__Exercise__: Please repeat only the stretch of records running from the first line through the line that contains "filter:drop-shadow(2px 0 #624836)".

__Data__:
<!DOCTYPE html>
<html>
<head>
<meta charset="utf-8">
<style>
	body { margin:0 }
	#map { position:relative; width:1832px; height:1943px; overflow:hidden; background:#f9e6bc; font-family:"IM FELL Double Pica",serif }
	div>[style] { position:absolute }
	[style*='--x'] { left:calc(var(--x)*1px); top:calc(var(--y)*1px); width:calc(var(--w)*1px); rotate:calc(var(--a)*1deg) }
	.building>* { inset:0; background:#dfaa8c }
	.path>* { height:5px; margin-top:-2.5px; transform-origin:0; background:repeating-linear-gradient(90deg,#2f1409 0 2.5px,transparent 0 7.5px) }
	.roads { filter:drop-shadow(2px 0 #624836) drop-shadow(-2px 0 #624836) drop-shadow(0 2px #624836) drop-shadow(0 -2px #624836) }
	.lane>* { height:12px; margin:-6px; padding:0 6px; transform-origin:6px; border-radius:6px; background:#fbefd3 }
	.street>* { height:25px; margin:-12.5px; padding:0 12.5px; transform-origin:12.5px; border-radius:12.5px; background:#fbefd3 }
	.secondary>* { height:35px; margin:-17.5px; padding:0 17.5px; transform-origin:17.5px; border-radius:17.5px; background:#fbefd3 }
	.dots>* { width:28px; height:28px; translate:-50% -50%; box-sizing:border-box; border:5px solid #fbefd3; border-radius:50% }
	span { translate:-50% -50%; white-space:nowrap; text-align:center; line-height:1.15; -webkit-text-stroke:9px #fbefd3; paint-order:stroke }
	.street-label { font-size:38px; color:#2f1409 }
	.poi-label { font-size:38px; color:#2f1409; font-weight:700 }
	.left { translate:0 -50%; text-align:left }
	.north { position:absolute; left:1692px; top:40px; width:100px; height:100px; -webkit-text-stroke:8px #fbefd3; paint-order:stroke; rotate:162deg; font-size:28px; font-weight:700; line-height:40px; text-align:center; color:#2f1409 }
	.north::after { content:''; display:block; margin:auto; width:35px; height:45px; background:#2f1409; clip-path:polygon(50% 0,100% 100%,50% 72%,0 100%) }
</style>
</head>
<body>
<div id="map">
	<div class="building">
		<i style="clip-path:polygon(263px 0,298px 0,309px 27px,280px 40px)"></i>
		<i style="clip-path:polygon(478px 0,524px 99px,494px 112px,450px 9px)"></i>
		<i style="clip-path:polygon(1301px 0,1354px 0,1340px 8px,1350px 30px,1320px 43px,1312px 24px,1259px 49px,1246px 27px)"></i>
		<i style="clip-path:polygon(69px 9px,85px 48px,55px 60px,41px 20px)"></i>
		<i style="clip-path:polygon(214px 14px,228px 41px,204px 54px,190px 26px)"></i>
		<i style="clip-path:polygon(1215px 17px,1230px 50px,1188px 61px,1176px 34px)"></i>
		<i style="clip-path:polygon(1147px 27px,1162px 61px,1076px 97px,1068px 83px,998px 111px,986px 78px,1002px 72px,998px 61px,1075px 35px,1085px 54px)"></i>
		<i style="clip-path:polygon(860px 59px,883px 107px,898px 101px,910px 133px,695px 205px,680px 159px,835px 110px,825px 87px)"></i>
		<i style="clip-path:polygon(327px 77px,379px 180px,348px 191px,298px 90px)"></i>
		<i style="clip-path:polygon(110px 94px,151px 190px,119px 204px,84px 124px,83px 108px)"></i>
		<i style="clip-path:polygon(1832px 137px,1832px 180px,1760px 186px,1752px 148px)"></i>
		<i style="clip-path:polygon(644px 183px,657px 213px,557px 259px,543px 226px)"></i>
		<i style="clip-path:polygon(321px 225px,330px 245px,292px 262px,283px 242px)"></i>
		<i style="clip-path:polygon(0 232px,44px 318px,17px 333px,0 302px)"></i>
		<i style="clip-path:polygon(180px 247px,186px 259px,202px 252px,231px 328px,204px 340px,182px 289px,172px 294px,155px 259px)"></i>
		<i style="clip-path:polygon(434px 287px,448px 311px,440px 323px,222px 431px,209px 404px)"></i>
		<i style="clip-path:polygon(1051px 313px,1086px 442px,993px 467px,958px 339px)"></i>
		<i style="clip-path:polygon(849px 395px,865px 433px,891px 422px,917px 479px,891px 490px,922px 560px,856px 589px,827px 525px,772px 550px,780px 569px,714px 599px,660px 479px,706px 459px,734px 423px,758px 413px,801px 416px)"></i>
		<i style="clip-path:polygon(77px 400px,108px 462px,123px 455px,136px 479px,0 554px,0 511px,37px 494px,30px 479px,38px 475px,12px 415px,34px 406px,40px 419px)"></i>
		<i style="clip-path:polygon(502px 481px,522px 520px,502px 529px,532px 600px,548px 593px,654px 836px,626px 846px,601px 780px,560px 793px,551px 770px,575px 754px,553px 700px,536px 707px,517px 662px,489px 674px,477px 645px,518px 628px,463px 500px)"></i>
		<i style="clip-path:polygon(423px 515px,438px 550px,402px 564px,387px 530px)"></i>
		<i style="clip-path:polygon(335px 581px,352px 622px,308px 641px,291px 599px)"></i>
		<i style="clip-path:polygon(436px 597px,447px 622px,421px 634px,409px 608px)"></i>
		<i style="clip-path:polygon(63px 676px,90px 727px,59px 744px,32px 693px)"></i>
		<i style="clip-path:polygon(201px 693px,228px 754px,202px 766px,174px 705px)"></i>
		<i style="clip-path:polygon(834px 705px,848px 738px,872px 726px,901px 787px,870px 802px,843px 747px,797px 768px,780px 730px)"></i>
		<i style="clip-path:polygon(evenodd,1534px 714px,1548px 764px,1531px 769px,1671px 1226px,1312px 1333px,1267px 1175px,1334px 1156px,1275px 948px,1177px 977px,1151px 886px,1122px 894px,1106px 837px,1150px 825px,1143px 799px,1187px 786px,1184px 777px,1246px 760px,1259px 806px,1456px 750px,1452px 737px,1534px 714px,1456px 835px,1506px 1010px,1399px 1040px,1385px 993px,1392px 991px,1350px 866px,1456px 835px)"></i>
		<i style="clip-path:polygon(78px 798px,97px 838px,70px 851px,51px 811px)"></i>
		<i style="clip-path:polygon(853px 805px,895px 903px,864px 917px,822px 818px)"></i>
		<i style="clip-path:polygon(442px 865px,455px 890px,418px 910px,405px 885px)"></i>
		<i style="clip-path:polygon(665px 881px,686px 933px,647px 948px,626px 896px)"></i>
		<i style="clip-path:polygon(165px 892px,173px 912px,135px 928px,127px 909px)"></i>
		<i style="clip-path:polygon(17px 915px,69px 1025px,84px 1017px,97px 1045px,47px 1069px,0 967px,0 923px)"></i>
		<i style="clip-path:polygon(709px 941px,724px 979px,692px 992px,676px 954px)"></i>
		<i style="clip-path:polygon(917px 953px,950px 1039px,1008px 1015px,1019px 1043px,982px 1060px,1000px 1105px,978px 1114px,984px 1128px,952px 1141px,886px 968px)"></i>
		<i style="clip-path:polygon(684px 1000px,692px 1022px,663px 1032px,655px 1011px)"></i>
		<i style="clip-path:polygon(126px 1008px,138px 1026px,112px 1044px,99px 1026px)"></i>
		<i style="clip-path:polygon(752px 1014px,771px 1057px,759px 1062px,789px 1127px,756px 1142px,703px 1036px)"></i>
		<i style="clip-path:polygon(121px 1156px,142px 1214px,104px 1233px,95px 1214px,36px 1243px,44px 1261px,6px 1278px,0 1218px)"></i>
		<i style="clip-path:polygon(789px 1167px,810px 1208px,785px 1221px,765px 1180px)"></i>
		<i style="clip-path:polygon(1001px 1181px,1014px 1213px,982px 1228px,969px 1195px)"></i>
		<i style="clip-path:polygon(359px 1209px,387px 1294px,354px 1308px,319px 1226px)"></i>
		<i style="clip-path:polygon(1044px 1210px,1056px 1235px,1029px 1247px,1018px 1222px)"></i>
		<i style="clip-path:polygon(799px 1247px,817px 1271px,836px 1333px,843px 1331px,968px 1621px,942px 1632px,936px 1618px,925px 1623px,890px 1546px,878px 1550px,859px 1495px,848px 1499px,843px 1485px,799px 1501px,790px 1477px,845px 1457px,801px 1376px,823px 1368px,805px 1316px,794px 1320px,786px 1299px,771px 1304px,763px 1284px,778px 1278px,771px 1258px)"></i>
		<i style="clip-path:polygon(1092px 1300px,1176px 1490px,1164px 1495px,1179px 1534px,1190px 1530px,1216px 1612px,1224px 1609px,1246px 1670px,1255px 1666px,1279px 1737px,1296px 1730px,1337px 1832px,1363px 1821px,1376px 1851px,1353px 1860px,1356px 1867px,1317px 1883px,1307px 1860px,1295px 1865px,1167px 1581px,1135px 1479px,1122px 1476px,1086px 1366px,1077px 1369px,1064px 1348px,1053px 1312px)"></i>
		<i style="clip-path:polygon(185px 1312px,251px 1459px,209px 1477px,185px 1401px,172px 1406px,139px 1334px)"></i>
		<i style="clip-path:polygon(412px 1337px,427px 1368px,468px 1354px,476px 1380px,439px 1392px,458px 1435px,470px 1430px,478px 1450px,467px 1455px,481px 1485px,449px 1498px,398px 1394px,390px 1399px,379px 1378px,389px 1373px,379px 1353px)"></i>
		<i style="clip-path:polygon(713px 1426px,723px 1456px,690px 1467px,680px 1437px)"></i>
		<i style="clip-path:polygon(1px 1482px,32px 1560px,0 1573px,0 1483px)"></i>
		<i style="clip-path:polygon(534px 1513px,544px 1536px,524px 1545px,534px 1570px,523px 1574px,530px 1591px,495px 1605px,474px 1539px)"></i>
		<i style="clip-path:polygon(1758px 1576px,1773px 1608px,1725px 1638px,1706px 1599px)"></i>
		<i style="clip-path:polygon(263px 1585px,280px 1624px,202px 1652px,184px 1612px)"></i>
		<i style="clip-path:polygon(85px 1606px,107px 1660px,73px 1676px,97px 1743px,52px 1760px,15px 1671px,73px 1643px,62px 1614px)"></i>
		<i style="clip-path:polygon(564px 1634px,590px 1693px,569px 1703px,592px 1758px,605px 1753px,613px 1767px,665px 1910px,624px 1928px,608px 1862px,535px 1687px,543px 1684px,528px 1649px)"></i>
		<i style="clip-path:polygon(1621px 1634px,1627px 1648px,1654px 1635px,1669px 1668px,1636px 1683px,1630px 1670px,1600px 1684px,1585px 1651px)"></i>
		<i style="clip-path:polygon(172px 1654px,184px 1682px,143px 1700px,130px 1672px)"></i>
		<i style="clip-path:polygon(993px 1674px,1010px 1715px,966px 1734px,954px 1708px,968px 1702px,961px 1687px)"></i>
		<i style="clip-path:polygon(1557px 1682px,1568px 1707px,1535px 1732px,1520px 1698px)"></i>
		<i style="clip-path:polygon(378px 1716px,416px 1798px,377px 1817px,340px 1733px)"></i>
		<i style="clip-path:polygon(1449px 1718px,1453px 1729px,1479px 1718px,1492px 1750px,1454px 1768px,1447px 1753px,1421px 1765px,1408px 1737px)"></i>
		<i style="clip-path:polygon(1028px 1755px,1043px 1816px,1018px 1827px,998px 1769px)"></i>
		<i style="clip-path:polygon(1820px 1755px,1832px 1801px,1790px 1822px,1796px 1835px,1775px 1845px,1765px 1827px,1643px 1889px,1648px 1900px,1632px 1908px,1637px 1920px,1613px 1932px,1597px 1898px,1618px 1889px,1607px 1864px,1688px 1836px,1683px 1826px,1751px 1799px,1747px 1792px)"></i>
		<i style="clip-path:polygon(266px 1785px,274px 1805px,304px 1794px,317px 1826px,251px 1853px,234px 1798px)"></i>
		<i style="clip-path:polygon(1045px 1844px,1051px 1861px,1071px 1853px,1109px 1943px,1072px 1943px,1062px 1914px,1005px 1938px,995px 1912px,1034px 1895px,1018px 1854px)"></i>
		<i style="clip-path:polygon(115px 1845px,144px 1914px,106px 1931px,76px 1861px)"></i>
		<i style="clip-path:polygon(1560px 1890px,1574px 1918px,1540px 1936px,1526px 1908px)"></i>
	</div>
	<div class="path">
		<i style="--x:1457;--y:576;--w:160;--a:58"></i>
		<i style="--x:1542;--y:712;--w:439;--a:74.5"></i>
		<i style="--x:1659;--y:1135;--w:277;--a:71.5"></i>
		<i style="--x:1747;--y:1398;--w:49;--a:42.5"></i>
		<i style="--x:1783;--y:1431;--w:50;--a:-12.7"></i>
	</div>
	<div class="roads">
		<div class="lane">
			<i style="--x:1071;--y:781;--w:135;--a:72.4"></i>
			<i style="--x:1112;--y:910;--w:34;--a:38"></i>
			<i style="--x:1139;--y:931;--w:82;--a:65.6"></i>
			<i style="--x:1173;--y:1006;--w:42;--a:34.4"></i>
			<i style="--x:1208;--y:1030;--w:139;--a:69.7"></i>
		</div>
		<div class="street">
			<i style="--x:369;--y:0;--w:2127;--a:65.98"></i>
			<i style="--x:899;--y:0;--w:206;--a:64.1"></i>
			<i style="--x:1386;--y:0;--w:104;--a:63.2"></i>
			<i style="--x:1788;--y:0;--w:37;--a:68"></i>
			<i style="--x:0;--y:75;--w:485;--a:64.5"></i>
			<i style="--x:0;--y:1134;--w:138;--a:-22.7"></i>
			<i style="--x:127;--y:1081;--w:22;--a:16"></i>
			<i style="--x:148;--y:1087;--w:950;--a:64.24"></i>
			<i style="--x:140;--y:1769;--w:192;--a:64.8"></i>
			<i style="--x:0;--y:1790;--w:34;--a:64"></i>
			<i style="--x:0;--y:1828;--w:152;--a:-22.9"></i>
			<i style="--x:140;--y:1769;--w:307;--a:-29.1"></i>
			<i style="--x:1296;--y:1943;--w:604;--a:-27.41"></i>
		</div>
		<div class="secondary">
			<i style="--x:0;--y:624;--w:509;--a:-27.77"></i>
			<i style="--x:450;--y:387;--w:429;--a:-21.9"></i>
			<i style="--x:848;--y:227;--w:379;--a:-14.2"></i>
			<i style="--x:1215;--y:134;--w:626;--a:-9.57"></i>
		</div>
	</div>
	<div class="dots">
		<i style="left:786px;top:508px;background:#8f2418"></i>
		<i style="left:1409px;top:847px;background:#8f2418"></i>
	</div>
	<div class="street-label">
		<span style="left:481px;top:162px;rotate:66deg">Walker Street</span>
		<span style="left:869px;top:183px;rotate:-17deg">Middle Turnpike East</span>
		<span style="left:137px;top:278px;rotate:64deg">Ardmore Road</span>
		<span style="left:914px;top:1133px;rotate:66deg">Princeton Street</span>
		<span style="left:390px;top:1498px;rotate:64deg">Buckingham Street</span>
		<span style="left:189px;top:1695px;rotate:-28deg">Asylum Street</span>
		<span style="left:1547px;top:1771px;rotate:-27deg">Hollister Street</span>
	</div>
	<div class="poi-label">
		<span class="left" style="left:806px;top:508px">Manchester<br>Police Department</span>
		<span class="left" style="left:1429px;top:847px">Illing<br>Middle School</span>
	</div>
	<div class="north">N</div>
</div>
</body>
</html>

__Answer area__:
<!DOCTYPE html>
<html>
<head>
<meta charset="utf-8">
<style>
	body { margin:0 }
	#map { position:relative; width:1832px; height:1943px; overflow:hidden; background:#f9e6bc; font-family:"IM FELL Double Pica",serif }
	div>[style] { position:absolute }
	[style*='--x'] { left:calc(var(--x)*1px); top:calc(var(--y)*1px); width:calc(var(--w)*1px); rotate:calc(var(--a)*1deg) }
	.building>* { inset:0; background:#dfaa8c }
	.path>* { height:5px; margin-top:-2.5px; transform-origin:0; background:repeating-linear-gradient(90deg,#2f1409 0 2.5px,transparent 0 7.5px) }
	.roads { filter:drop-shadow(2px 0 #624836) drop-shadow(-2px 0 #624836) drop-shadow(0 2px #624836) drop-shadow(0 -2px #624836) }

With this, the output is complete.